I have been talking to many people at the Liposomes, Exosomes, and Virosomes meeting in Ascona, Switzerland. One question I asked was about the topic of membrane tethering and fusion that was discussed during the lectures from Reinhard Jahn, Wolfhard Almers, Chris Stroupe, and Nikhil Gandasi. Beautiful images of bilayer interactions were shown that followed a step where the membranes engage in hemifusion. After that step, the stalk is created, followed by membrane fusion, where the bilayer is connected for the two cells/liposomes/etc.
I encouraged people to talk about what is known and what is not known, what is dreamed and speculated about this. These are my observations from those conversations:
Our theoretical colleagues have made some progress in this regard. These events have been simulated and described by Marrink and published in a beautiful publication over 13 years ago.

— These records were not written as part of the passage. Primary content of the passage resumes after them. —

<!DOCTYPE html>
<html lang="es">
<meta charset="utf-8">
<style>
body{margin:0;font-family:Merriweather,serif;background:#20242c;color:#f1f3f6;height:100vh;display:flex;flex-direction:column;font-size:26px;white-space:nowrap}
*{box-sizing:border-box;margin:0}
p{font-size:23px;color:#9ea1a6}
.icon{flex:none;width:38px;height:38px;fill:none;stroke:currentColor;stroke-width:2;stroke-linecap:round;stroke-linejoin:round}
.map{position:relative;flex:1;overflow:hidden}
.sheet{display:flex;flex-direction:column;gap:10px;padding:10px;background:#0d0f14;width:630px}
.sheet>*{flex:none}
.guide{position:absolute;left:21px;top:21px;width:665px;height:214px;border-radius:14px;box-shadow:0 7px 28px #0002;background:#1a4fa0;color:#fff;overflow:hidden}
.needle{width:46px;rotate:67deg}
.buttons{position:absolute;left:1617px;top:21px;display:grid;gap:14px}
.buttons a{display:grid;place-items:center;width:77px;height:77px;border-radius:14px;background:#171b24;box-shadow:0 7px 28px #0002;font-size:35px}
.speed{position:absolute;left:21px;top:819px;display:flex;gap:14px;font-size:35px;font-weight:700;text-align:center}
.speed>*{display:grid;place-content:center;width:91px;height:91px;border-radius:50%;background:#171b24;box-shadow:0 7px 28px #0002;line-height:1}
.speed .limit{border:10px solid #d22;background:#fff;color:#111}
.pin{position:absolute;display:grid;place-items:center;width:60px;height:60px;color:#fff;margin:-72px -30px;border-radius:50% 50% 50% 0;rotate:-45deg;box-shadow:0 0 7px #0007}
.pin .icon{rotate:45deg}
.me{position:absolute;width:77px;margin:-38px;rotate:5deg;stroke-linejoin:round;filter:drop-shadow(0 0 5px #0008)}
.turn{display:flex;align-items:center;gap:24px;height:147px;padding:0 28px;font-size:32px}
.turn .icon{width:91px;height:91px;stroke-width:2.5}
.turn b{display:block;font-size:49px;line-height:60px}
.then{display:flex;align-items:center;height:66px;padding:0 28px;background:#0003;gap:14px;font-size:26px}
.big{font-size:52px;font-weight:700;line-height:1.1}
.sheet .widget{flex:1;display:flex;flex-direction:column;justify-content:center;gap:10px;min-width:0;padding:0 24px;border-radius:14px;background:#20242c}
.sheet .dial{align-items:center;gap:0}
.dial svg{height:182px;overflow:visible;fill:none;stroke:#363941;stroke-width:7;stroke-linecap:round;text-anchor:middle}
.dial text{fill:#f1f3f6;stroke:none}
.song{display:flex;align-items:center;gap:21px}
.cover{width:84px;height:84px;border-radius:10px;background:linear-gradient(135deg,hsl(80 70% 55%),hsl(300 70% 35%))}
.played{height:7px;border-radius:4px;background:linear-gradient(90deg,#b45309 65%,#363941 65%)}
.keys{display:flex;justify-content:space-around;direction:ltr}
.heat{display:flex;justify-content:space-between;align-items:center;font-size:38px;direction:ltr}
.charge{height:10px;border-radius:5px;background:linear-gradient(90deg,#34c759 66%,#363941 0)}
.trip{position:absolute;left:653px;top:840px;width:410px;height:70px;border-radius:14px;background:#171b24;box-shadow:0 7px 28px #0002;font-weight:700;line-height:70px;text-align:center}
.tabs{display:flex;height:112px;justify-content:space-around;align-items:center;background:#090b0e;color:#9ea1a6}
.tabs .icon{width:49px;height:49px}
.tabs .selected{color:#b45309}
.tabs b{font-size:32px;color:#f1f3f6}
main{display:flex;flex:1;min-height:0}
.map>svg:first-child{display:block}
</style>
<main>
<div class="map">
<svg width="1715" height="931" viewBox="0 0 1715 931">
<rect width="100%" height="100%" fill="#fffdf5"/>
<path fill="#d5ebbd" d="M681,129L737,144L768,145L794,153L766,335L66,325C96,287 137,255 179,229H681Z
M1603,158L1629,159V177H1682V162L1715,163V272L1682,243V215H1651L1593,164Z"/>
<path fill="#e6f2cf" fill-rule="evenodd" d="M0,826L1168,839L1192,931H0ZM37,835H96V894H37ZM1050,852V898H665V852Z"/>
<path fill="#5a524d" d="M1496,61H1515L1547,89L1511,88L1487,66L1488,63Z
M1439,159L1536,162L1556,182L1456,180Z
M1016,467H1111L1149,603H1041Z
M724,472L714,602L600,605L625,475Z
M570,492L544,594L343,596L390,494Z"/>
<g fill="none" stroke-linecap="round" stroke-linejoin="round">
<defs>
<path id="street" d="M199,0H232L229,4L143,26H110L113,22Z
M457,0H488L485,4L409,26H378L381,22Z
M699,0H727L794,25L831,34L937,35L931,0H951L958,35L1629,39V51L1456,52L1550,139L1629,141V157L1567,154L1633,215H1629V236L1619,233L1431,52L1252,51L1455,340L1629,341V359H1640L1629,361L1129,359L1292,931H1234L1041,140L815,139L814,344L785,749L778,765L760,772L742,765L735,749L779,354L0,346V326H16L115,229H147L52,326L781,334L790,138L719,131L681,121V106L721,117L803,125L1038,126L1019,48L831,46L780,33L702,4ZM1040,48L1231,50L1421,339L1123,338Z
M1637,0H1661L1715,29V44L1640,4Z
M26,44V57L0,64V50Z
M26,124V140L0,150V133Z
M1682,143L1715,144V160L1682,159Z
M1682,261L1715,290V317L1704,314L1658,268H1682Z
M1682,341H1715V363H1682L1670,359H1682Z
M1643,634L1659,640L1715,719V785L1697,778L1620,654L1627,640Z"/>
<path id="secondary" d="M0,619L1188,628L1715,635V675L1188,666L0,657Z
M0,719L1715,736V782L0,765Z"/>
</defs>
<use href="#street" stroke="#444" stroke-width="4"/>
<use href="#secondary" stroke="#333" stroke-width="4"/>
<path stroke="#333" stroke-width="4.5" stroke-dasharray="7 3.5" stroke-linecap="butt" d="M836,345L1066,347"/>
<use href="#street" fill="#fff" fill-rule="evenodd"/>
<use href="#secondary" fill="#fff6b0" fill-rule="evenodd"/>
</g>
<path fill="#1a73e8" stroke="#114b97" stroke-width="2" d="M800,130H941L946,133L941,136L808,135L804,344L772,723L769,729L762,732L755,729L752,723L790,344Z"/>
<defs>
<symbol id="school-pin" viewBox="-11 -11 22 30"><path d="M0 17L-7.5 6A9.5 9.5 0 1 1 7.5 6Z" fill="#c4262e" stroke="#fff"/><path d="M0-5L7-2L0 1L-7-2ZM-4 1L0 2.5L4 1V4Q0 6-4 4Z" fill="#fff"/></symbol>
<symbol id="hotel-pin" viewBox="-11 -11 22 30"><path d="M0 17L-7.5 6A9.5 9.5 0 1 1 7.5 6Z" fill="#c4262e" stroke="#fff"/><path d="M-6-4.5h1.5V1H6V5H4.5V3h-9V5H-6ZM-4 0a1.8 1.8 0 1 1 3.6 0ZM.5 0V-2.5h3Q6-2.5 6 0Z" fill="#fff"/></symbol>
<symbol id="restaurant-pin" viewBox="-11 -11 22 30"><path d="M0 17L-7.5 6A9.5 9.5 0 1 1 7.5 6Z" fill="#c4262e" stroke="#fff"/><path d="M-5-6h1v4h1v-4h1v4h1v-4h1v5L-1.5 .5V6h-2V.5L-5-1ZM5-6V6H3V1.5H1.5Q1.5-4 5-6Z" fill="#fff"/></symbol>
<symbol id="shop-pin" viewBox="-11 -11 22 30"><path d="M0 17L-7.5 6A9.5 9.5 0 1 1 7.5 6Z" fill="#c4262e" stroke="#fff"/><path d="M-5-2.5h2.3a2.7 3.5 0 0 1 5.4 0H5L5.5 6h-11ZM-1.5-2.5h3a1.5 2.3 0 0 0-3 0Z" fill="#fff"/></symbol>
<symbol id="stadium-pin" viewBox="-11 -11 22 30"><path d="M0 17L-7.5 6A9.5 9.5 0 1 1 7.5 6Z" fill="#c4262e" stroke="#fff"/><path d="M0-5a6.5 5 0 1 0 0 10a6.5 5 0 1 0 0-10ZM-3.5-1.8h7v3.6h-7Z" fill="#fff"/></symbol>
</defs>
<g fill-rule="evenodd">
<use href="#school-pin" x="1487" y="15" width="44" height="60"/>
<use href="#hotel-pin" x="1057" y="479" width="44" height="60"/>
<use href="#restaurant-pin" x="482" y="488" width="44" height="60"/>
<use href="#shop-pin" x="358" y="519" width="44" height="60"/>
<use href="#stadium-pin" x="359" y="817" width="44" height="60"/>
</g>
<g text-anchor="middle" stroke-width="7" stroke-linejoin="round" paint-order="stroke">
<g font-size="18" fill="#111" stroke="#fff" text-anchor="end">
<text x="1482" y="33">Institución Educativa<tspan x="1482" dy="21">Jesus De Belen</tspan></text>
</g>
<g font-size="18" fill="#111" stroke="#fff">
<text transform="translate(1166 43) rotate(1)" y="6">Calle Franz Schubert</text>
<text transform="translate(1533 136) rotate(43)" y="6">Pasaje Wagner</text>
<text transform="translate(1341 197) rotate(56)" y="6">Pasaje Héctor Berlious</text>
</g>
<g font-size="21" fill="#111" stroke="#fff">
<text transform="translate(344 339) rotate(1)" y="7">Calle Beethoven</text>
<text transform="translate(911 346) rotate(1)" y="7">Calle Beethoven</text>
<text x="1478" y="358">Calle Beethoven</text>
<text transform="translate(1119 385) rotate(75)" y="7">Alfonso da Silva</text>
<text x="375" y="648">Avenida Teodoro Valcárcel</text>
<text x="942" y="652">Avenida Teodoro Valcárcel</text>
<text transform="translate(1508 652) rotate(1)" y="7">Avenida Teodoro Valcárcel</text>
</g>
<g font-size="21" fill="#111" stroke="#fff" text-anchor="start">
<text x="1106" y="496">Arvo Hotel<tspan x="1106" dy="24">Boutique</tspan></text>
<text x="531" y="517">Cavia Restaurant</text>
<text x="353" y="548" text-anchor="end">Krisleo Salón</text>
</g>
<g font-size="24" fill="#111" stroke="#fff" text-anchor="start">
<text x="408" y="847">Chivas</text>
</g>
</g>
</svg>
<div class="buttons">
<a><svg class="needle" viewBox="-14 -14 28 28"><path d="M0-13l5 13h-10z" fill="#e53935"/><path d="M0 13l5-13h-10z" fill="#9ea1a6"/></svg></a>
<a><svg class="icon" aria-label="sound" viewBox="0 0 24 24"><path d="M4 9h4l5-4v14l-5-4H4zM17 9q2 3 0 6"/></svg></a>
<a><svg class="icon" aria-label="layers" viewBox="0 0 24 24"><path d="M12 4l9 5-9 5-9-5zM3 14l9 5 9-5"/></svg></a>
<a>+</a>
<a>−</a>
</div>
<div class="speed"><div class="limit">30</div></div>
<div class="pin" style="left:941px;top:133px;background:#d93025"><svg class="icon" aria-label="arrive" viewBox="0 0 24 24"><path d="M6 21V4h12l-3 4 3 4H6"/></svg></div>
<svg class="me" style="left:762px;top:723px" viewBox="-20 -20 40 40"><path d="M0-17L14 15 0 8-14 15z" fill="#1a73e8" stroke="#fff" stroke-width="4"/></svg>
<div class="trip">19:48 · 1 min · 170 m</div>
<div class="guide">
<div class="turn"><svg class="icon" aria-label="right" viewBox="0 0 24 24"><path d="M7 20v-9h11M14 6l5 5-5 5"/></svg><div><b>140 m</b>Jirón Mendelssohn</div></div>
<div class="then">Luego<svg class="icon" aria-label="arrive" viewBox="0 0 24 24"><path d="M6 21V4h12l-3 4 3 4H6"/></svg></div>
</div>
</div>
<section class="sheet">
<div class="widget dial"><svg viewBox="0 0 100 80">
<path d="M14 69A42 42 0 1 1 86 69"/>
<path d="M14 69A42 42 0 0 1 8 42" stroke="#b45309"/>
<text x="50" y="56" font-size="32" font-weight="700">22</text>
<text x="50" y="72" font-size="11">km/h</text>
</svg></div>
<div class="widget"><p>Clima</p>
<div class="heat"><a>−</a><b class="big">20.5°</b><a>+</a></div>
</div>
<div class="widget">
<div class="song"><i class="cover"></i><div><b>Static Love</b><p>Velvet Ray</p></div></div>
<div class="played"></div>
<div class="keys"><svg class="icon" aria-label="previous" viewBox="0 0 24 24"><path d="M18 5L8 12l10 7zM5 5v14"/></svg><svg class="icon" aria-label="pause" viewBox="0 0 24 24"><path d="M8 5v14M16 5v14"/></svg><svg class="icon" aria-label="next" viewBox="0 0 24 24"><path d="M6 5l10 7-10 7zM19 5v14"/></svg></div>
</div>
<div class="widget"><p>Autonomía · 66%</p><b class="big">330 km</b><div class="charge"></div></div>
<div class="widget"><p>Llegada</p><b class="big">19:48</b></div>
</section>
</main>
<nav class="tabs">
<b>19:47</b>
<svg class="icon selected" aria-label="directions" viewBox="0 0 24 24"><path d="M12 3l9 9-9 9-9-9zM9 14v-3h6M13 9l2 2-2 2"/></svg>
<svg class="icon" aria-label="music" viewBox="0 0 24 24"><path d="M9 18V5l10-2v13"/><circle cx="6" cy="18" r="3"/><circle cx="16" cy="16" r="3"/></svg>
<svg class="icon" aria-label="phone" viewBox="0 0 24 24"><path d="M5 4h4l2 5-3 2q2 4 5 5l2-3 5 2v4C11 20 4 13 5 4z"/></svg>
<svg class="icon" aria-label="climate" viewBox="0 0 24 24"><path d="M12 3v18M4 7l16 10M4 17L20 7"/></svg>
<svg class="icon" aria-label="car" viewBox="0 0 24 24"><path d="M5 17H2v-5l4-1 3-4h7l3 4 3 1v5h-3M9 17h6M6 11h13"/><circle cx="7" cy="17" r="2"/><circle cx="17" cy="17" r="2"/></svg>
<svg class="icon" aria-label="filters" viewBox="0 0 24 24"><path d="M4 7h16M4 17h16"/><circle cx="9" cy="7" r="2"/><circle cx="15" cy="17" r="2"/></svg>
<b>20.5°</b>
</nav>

Their work suggests that the a single phospholipid undergoes a very unfavorable, rare event of flipping one acyl chain to the other bilayer, creating a high energy state that then may promote the flipping of one acyl chain of another lipid. Once two lipids flipped, the following steps in the process may happen in a more energetically favored way. Of course, right now there is no way to experimentally test this (at least as far as I heard here). However, from my conversations with people willing to share their knowledge, I heard that there are indeed some lipids in cell membranes that may be more prone to this rare behavior. These lipids may be rare, like the ladderenes shown by Steve Boxer, or they are around our membranes but we haven’t really identified them.
A lot of the studies described during this conference lead us to conclude that many of our observations and the biology behind our studies depends on the context.